President Trump believes he will be able to predict the outcome of his upcoming summit with North Korean dictator Kim Jong Un within one minute of meeting the leader, he told reporters on after departing the G7 summit on Saturday. Cutting off a journalist’s question about how long he thought it would take him to gauge Kim’s willingness to give up his nuclear weapons, Trump assured her that his quick gut was all he would need.
“I think within the first minute, I’ll know,” Trump said, further explaining that it would be “just, my touch, my feel — that’s what I do.”
Trump then, unprompted, repeated the question, his answer, and why:
How long will it take to figure out whether or not they’re serious. I said, ‘Maybe in the first minute.’ You know the way they say you know if you’re going to like somebody in the first five seconds? You ever hear of that one? Well, I think that very quickly I’ll know whether or not something good is going to happen. I also think I’ll know whether or not it will happen fast. May not. But I think I’ll know pretty quickly, whether or not, in my opinion, something positive will happen. And if I think it won’t happen, I’m not gonna waste my time — I don’t want to waste his time.
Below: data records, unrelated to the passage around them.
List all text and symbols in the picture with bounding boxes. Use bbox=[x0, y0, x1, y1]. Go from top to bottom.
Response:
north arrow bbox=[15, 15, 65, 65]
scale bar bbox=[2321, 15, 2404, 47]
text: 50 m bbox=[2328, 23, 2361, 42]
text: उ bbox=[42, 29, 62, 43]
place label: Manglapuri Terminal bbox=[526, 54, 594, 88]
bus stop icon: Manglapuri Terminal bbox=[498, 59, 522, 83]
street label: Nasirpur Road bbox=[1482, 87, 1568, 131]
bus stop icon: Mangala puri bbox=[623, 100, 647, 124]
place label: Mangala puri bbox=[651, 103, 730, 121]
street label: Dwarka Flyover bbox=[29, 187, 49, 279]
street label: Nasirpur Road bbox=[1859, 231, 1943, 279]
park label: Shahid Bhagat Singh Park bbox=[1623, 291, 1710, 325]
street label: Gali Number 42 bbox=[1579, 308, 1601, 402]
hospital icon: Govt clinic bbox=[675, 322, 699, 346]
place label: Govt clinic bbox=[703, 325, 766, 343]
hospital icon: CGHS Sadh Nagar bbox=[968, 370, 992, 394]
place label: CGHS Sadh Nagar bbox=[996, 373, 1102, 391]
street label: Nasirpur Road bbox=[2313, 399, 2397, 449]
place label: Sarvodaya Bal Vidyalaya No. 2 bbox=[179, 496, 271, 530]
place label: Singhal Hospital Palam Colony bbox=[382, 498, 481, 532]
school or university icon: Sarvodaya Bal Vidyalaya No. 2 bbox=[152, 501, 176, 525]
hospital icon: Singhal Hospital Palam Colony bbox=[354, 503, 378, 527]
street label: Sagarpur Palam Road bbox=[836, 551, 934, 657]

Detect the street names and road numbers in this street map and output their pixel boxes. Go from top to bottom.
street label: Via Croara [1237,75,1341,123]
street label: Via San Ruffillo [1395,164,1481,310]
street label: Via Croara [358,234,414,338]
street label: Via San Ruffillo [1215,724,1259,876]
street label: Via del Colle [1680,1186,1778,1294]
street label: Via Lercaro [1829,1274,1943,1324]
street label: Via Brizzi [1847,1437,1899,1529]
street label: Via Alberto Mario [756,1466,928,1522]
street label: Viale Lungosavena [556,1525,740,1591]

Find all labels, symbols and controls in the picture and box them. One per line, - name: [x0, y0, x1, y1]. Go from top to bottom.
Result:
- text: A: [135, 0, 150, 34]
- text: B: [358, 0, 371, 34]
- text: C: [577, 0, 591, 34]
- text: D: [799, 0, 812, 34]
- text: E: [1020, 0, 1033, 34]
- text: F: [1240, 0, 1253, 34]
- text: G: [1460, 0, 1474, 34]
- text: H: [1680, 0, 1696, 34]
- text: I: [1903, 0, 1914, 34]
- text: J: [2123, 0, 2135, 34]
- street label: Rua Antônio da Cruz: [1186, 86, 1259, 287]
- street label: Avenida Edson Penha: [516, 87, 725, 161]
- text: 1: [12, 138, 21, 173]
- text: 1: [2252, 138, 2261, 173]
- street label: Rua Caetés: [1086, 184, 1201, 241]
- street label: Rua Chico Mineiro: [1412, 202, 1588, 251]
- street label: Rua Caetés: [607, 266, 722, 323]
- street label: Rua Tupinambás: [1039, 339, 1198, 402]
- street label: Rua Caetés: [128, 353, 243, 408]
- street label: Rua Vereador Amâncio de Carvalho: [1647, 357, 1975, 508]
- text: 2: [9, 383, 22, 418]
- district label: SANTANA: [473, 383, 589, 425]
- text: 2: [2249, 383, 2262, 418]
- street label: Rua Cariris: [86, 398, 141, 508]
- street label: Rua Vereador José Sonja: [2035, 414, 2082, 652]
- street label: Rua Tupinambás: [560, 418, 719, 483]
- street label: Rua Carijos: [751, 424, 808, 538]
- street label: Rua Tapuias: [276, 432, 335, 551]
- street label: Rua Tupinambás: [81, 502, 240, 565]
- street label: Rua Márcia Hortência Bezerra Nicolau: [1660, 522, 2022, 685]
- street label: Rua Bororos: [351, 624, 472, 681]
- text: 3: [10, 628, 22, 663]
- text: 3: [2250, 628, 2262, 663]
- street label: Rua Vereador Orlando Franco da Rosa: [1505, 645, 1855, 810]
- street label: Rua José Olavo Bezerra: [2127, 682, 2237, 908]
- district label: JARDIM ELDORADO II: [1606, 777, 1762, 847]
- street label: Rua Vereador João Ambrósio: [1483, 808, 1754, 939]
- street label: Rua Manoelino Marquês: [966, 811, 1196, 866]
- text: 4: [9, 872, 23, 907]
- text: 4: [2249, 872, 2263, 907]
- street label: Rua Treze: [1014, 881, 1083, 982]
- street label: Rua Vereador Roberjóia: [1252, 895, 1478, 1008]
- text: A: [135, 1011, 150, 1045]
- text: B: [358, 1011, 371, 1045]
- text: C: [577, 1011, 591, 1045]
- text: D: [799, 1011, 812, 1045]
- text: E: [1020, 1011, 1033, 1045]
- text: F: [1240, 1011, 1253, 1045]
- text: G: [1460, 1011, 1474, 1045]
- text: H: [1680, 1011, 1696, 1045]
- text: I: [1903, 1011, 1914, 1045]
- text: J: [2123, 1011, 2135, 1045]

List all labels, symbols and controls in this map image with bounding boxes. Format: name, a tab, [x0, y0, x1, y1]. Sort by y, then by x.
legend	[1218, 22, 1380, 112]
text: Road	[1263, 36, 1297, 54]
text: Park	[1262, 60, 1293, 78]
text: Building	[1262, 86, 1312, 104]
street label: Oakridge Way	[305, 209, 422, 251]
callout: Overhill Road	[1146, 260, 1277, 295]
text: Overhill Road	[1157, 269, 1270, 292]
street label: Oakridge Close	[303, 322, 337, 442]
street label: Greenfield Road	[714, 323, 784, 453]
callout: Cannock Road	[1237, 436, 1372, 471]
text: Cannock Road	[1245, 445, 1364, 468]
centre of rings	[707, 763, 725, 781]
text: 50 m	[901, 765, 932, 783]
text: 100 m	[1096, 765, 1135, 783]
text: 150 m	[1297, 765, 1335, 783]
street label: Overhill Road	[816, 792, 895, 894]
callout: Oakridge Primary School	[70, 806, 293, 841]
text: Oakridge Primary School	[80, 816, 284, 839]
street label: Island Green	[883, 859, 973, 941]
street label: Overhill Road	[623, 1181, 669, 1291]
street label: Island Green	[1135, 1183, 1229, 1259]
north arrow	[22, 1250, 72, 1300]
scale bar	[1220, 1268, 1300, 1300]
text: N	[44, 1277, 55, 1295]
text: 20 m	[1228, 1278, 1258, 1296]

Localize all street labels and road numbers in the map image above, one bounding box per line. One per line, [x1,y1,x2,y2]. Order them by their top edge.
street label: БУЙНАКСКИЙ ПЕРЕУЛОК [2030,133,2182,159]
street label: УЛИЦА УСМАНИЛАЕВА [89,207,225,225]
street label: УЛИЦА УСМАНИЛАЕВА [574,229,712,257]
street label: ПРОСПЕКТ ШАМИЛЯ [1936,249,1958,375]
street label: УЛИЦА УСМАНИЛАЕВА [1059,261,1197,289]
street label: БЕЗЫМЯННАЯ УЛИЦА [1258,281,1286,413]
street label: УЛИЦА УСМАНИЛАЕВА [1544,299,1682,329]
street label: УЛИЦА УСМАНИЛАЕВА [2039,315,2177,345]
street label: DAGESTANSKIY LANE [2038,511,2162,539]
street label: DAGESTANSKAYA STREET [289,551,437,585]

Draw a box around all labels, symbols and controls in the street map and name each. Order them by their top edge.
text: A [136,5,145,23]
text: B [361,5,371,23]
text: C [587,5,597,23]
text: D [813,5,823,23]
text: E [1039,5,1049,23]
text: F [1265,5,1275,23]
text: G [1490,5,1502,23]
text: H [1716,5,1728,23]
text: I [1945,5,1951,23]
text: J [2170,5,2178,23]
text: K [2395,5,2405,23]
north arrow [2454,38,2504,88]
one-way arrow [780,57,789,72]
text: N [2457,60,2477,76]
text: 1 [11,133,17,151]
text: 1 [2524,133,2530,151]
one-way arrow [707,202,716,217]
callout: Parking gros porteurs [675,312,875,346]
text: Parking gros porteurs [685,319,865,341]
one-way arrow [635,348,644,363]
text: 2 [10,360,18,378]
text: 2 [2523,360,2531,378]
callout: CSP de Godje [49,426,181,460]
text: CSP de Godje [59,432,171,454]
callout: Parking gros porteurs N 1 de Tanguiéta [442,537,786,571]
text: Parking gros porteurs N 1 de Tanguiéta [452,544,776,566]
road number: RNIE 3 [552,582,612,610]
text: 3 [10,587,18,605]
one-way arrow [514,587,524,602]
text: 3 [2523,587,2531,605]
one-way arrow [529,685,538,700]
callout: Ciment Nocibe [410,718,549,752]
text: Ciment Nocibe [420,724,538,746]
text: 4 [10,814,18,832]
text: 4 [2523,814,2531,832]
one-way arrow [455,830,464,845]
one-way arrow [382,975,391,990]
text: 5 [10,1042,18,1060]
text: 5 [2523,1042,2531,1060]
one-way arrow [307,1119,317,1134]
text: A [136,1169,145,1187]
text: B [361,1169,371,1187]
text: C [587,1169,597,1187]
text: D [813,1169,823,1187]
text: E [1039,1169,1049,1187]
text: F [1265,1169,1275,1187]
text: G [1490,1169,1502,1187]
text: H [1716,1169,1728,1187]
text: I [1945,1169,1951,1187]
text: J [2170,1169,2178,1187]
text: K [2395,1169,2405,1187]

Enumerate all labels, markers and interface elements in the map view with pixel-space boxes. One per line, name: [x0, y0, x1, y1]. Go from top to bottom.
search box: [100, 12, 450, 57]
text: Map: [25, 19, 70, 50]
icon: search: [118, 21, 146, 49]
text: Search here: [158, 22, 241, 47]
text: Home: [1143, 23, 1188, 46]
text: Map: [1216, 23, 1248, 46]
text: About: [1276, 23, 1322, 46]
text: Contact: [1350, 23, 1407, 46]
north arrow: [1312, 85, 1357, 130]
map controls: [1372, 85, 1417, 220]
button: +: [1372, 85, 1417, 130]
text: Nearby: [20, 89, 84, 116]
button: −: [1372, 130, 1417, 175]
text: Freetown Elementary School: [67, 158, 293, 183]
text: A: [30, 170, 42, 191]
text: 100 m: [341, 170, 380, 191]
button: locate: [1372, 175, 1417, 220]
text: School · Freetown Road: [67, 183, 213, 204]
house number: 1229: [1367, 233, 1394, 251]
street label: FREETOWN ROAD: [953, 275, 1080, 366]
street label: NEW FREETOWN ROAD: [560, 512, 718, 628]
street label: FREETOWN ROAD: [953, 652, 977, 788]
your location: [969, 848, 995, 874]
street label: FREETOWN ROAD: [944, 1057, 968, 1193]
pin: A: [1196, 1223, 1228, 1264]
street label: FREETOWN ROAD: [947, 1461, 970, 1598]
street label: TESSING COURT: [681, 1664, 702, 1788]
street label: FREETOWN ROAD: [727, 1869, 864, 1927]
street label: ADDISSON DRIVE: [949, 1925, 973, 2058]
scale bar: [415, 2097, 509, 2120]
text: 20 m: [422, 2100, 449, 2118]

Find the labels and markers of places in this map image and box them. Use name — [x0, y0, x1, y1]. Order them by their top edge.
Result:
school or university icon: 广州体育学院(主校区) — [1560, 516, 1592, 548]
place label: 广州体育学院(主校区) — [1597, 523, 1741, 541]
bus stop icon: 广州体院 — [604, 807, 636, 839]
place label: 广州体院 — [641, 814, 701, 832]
In other remarks during his impromptu press conference, Trump once again sounded optimistic about the summit, though it’s not clear what he is basing that optimism on, and he wouldn’t predict the outcome. “I feel that Kim Jong-un wants to do something great for his people,” he explained. “And he has that opportunity, and he won’t have that opportunity again.”
The summit is a “one-time shot” for Kim, according to Trump, though he also said he was hopeful that the summit would lead to some kind of relationship between the pair, since “at a minimum, I do believe, at least we’ll have met each other,” and that he and the world leader he once derisively referred to as “little rocketman” will get along.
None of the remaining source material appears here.